== Required work ==
Your job is to report every line of the entries that has "BEECHCROFT".

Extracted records

►

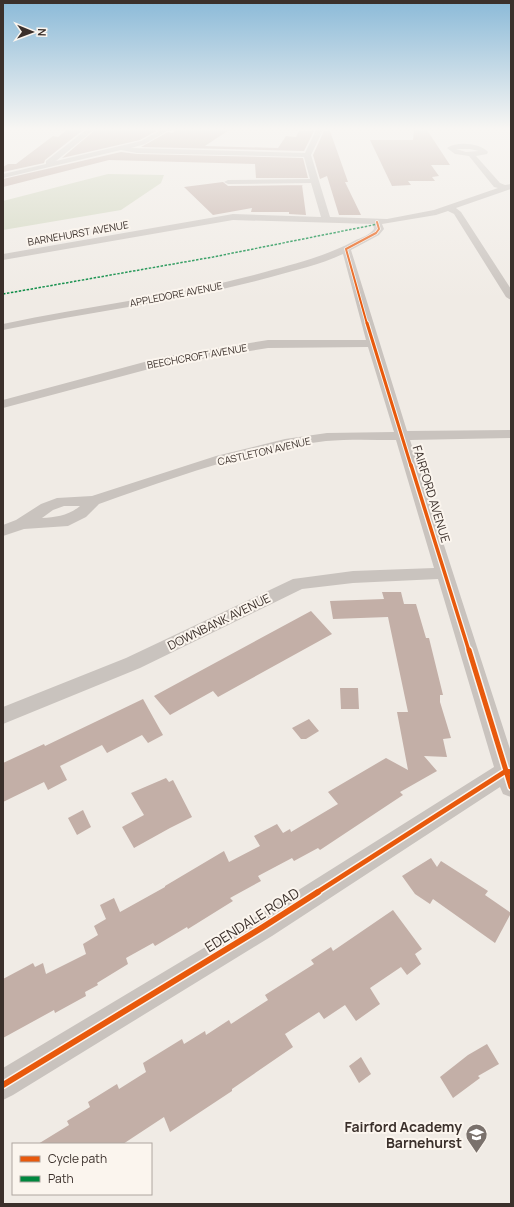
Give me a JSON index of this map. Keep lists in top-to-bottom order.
{
  "streets": {
    "street": [
      "BARNEHURST AVENUE",
      "APPLEDORE AVENUE",
      "BEECHCROFT AVENUE",
      "CASTLETON AVENUE",
      "FAIRFORD AVENUE",
      "DOWNBANK AVENUE",
      "EDENDALE ROAD"
    ]
  },
  "crossings": [
    ["APPLEDORE AVENUE", "FAIRFORD AVENUE"],
    ["BEECHCROFT AVENUE", "FAIRFORD AVENUE"],
    ["CASTLETON AVENUE", "FAIRFORD AVENUE"],
    ["FAIRFORD AVENUE", "DOWNBANK AVENUE"],
    ["FAIRFORD AVENUE", "EDENDALE ROAD"]
  ],
  "places": {
    "school or university": ["Fairford Academy Barnehurst"]
  },
  "legend": ["Cycle path", "Path"],
  "north": "right"
}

◄

== Answer to this problem ==
      "BEECHCROFT AVENUE",
    ["BEECHCROFT AVENUE", "FAIRFORD AVENUE"],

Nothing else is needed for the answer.